Many of these people are out of jobs. They are disproportionately low-income; people of color are hard hit. Millennials who were slammed by the Great Recession are further set back. Homeownership, the largest source of wealth for most people, is slipping away for many, and mortgage delinquencies are rising.

Small business is another danger spot. One poll had half of respondents saying they were worried about having to permanently close, a number that will rise if a second COVID wave hits in the fall. As of May, 100,000 small businesses had closed for good.

Finally, state, county and municipal budgets hurt by falling tax revenue will have to make more than cuts to “fat,” and the budget reductions will ripple into the private sector and families further prolonging the downturn.


Optimists can also differentiate today’s downturn from the 1930s by the absence of deflation. So far, so good.
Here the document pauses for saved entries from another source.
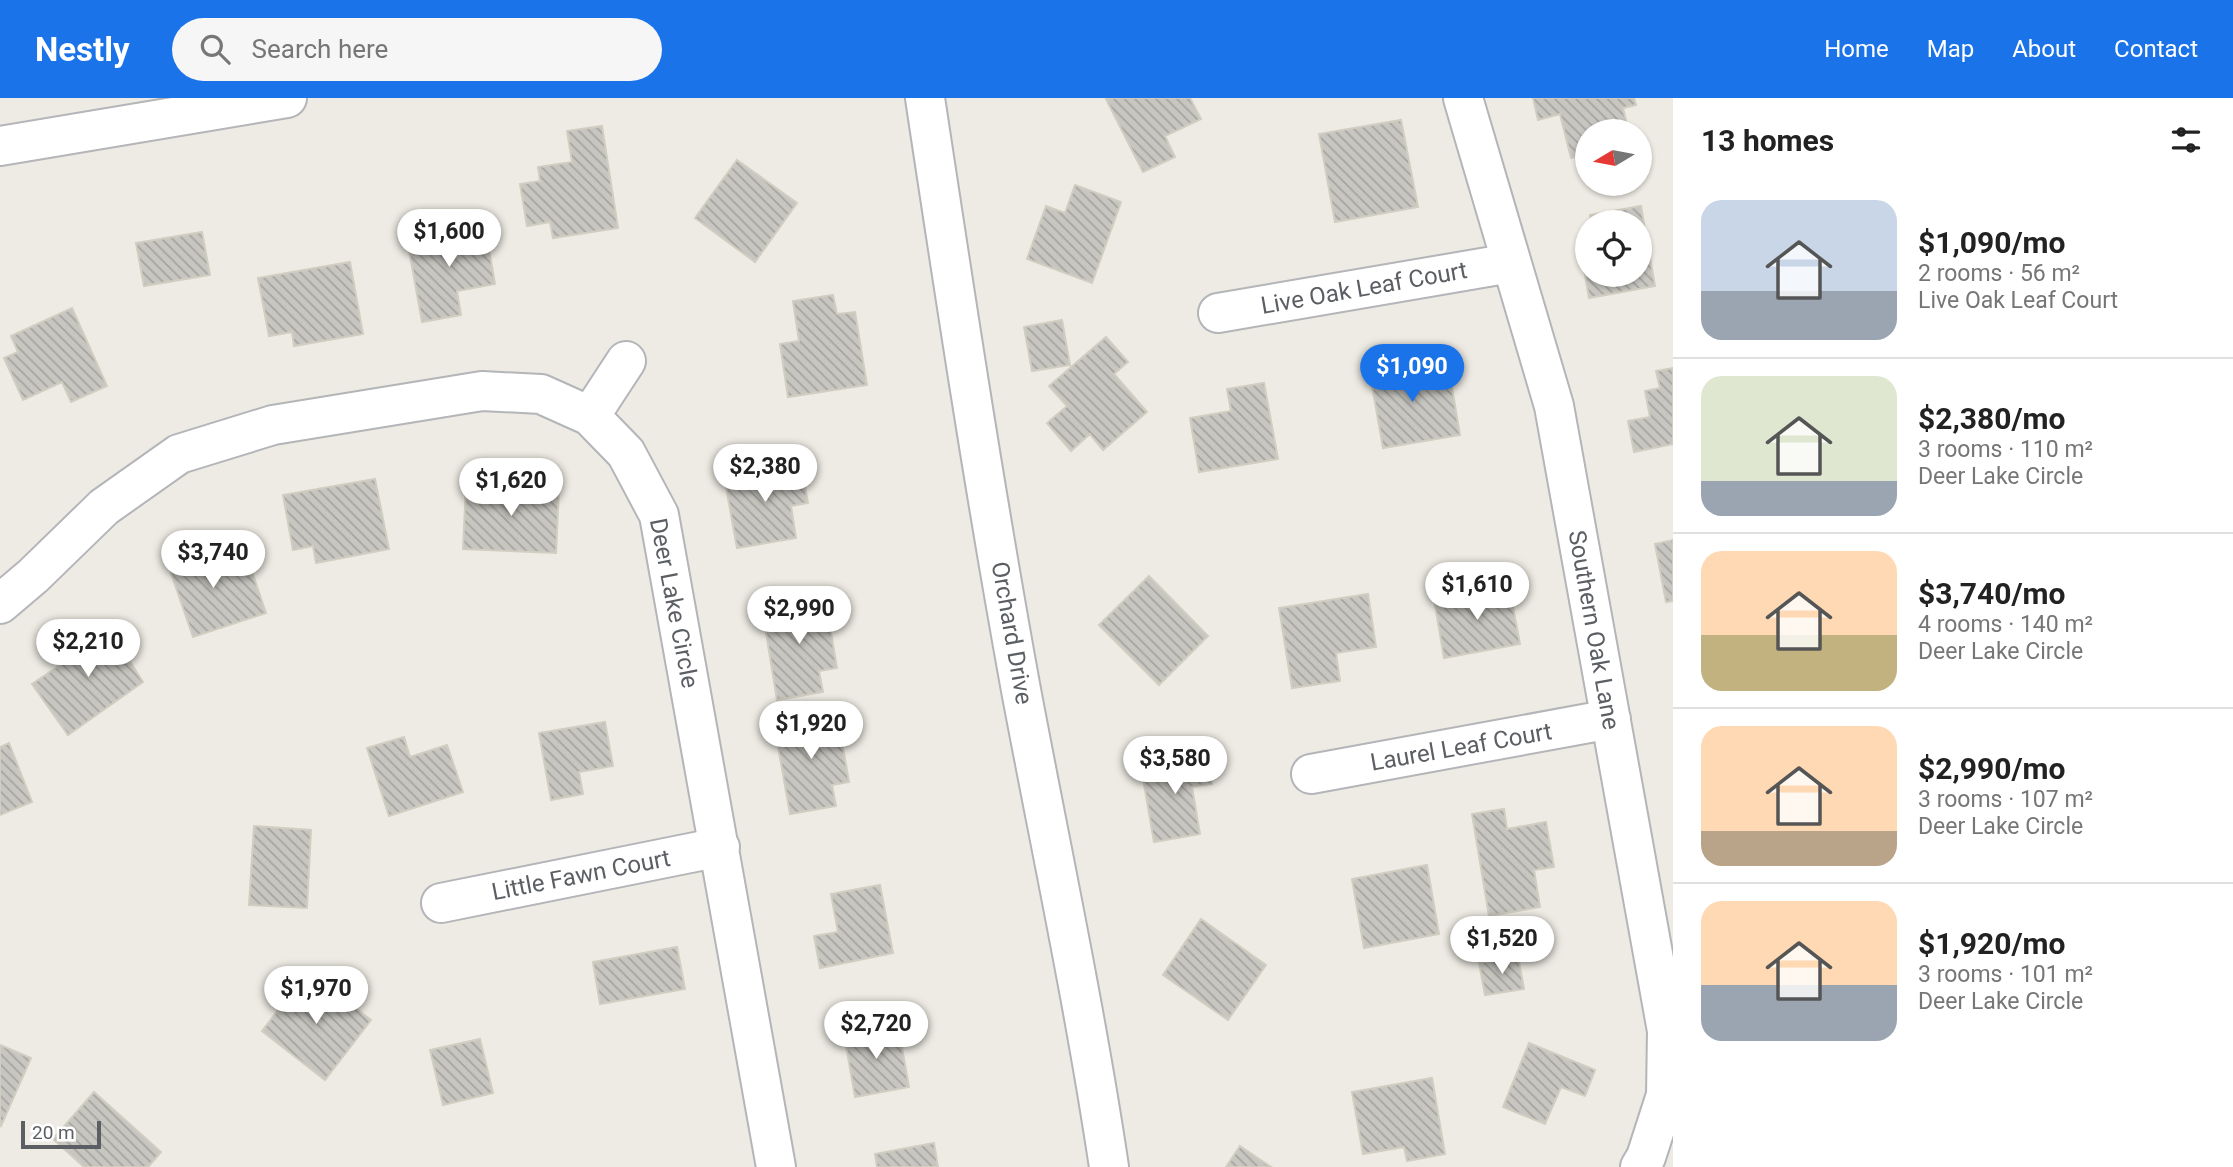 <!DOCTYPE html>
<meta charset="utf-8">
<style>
body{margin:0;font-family:Roboto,sans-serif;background:#f6f6f6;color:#222;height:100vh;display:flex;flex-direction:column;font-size:26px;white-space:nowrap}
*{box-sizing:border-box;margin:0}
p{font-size:23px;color:#767676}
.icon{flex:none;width:38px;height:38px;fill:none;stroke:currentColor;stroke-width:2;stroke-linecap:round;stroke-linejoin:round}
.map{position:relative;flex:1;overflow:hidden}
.drawer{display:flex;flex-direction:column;background:#fff;width:560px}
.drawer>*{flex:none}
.needle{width:46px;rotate:260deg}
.fabs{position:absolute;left:1575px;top:21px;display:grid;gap:14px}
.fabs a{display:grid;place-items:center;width:77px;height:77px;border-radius:50%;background:#fff;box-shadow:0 2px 5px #0004;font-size:35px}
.scale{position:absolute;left:21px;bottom:18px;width:80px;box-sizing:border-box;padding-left:7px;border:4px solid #5b5e63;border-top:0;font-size:19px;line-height:24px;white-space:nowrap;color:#5b5e63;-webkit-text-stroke:5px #fff;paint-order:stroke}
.price{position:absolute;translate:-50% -60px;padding:0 16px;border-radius:24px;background:#fff;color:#222;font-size:23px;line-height:46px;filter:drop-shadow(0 2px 4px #0008)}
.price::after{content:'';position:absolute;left:50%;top:42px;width:21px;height:16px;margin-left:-10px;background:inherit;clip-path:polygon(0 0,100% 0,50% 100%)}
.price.on{background:#1a73e8;color:#fff}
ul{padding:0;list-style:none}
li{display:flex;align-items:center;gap:21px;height:175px;padding:0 28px}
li+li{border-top:2px solid #e0e0e0}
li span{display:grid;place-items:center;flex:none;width:196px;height:140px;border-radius:21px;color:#555}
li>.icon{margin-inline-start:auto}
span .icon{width:84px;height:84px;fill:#fffc;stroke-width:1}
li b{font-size:30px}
h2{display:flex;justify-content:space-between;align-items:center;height:84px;padding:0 28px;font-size:30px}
header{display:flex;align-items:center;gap:42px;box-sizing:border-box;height:98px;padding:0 35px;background:#1a73e8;color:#fff}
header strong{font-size:33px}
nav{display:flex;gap:38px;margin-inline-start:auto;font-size:24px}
.search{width:490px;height:63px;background:#f6f6f6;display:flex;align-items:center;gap:18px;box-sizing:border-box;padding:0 24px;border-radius:38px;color:#767676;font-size:26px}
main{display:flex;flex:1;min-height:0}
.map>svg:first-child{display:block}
.building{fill:url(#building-back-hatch);stroke:#d1cdc1;stroke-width:2}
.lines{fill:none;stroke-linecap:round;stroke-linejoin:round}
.minor-casing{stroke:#b3b5b9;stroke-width:42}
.minor{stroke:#fff;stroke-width:38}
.labels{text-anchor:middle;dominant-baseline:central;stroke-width:5;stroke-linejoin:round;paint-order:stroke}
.street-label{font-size:24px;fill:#5b5e63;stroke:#fff}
</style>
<header>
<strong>Nestly</strong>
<div class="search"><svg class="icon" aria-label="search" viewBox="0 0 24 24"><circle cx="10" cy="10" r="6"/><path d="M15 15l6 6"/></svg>Search here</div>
<nav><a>Home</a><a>Map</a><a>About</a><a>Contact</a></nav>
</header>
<main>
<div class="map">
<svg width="1673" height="1069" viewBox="0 0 1673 1069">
<defs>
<pattern id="building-back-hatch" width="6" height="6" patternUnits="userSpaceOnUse" patternTransform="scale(1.75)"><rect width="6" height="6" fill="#c8c6c0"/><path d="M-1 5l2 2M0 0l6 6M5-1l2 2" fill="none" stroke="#a5a4a0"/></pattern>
</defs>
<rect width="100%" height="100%" fill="#edebe3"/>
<!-- building -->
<path class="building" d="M 1109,0 L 1190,0 L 1201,21 L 1165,38 L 1175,59 L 1143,74 L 1106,1 Z
M 1533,0 L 1634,0 L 1636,7 L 1623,10 L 1628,31 L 1587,33 L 1587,56 L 1571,60 L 1560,16 L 1538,22 Z
M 1401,22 L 1418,109 L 1335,124 L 1319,36 Z
M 602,28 L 618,130 L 553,140 L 550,124 L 527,128 L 520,86 L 540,83 L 538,69 L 572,64 L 567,33 Z
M 737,62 L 797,105 L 755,164 L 695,120 Z
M 1075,87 L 1121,104 L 1092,185 L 1027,161 L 1046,108 L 1065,115 Z
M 1641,108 L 1655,188 L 1589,200 L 1583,165 L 1587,165 L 1587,177 L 1640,177 L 1640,124 L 1591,124 L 1590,117 Z
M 485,128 L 495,186 L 457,193 L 461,217 L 422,224 L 407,141 Z
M 202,134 L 210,177 L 144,188 L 136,145 Z
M 350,164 L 363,236 L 294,248 L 292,234 L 269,238 L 258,180 Z
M 833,197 L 837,216 L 855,214 L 867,287 L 788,299 L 780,246 L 799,243 L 793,203 Z
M 72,210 L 107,288 L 71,304 L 62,284 L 23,302 L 4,260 L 18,254 L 11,238 Z
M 1062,222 L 1070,267 L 1032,273 L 1024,229 Z
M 1106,239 L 1128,264 L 1114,276 L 1147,314 L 1103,352 L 1090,336 L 1071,353 L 1047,325 L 1067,308 L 1049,288 Z
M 1406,258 L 1409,279 L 1449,272 L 1460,337 L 1383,350 L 1368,265 Z
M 1673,270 L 1673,346 L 1634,354 L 1628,323 L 1650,319 L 1645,293 L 1660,290 L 1656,273 Z
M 1264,285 L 1278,361 L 1199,374 L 1190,320 L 1231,313 L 1227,291 Z
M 801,365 L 808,405 L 791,408 L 796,440 L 737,450 L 724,378 Z
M 375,381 L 389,451 L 316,465 L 313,448 L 293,452 L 283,397 Z
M 466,386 L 559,390 L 556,455 L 463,451 Z
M 1673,442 L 1673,503 L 1666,504 L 1655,446 Z
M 198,444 L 208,472 L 247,459 L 266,515 L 193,539 L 164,455 Z
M 1149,478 L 1208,538 L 1159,587 L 1099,527 Z
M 1509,488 L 1520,546 L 1444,560 L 1434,501 Z
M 1368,496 L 1376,549 L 1336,555 L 1340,583 L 1292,590 L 1279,510 Z
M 825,499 L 837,570 L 819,573 L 823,594 L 777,602 L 762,510 Z
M 104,523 L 143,584 L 68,637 L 32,586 L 79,554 L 72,543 Z
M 837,615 L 849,684 L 832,687 L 836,708 L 790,716 L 774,626 Z
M 605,624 L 613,668 L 579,674 L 583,696 L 551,702 L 539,635 Z
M 404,639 L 410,659 L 447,647 L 463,694 L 389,718 L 367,650 Z
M 9,645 L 32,704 L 0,717 L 0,649 Z
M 1207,657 L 1212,686 L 1192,689 L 1200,736 L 1154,744 L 1141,669 Z
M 1504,711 L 1507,731 L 1546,724 L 1554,769 L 1534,772 L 1540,809 L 1489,818 L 1472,716 Z
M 254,728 L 311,732 L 307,810 L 249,807 Z
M 1427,767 L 1439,836 L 1364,850 L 1352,781 Z
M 880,787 L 893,855 L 820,870 L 814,838 L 838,834 L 831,796 Z
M 1201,821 L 1266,867 L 1228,922 L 1163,877 Z
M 677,849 L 685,891 L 600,906 L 593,864 Z
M 1518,858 L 1524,891 L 1485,897 L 1479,865 Z
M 308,873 L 371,922 L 325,982 L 262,933 Z
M 898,927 L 909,989 L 855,999 L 844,936 Z
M 480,941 L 493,995 L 443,1007 L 430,952 Z
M 1529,945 L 1595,972 L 1585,998 L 1561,989 L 1545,1026 L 1503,1009 Z
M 0,947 L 31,960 L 1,1028 L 0,1027 Z
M 1432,980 L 1445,1056 L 1407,1063 L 1404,1049 L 1363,1056 L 1352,994 Z
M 94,994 L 161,1054 L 148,1069 L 84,1069 L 53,1041 Z
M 934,1045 L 938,1069 L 877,1069 L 875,1056 Z
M 1240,1048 L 1271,1069 L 1226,1069 Z"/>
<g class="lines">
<!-- minor casing -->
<g class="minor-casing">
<path id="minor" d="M 925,0 C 955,198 985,395 1021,592 C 1051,751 1085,909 1109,1069
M 1463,0 L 1554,308 L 1667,933 L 1666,997 L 1646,1059 L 1640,1069
M 0,48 L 287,0
M 1218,215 L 1511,165
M 590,318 L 626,263
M 0,506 L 33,478 L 104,409 L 179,356 L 273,327 L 482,293 L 541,296 L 590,318 L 626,355 L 659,417 L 776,1069
M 1311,676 L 1611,621
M 441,805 L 720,749"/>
</g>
<!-- minor -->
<use href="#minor" class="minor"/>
</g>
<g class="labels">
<!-- street labels -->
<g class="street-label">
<text transform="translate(1364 190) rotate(-10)">Live Oak Leaf Court</text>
<text transform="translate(674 505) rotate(79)">Deer Lake Circle</text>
<text transform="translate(1594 532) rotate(80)">Southern Oak Lane</text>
<text transform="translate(1012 535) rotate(80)">Orchard Drive</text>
<text transform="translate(1461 649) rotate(-10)">Laurel Leaf Court</text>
<text transform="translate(581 777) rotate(-11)">Little Fawn Court</text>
</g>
</g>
</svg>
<div class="fabs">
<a><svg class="needle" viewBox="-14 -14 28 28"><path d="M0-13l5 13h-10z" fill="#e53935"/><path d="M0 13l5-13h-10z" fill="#767676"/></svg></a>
<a><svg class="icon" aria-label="locate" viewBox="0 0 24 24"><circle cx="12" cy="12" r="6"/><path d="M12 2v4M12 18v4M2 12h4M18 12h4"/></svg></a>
</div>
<div class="scale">20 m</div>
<b class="price" style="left:449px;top:171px">$1,600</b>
<b class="price on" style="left:1412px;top:306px">$1,090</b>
<b class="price" style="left:765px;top:406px">$2,380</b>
<b class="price" style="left:511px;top:420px">$1,620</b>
<b class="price" style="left:213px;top:492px">$3,740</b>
<b class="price" style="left:1477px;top:524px">$1,610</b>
<b class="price" style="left:799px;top:548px">$2,990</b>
<b class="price" style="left:88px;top:581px">$2,210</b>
<b class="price" style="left:811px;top:663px">$1,920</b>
<b class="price" style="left:1175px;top:698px">$3,580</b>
<b class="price" style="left:1502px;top:878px">$1,520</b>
<b class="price" style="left:316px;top:928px">$1,970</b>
<b class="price" style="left:876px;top:963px">$2,720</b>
</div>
<section class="drawer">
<h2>13 homes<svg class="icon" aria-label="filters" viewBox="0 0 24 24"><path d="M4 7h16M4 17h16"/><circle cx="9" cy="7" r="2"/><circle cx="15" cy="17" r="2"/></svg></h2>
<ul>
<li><span style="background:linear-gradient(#c9d6e8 65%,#9aa5b1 0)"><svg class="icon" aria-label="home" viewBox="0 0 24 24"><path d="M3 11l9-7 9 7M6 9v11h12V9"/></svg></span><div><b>$1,090/mo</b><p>2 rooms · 56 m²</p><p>Live Oak Leaf Court</p></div></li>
<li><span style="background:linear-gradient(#dfe7d0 75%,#9aa5b1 0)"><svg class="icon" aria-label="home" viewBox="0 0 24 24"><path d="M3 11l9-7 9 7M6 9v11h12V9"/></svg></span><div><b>$2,380/mo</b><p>3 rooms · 110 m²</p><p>Deer Lake Circle</p></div></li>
<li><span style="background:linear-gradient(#ffd9b3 60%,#c2b280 0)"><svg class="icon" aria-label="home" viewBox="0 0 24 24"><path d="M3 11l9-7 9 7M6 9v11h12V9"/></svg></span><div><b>$3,740/mo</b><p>4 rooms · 140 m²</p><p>Deer Lake Circle</p></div></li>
<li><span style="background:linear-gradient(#ffd9b3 75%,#b9a48a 0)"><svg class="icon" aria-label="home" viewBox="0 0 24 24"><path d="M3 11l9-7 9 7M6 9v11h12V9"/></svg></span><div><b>$2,990/mo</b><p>3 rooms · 107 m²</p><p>Deer Lake Circle</p></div></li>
<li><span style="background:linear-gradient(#ffd9b3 60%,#9aa5b1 0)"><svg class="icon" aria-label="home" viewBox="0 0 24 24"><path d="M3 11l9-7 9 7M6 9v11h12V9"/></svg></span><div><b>$1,920/mo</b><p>3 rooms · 101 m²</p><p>Deer Lake Circle</p></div></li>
</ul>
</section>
</main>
But without continued vigilance by the central bank and constructive policies from the other Washington, an extended period of falling prices could hurt the growth needed to avoid a long recession.

The toxic political situation supercharges the economic risks, at least until next January if Joe Biden wins the presidency and Democrats take the Senate. In these times of norm-breaking, however, the outcome of the election might not be known for some time, further darkening the economic outlook if more federal support for businesses and workers doesn’t come.

The stock market seems unfazed or oblivious to these dangers. It recovered all of its losses from the COVID sell-off, no matter that 28 million remain unemployed. But the stock market isn’t the economy.

It’s not too late for the federal government to deploy another stimulus, along with investment in advanced, job-creating areas such as high-speed rail and green industries. Most of all, we need leadership that stops the pandemic, something that’s largely been accomplished in Germany, South Korea and New Zealand.

Otherwise, prepare for Depression 2.0.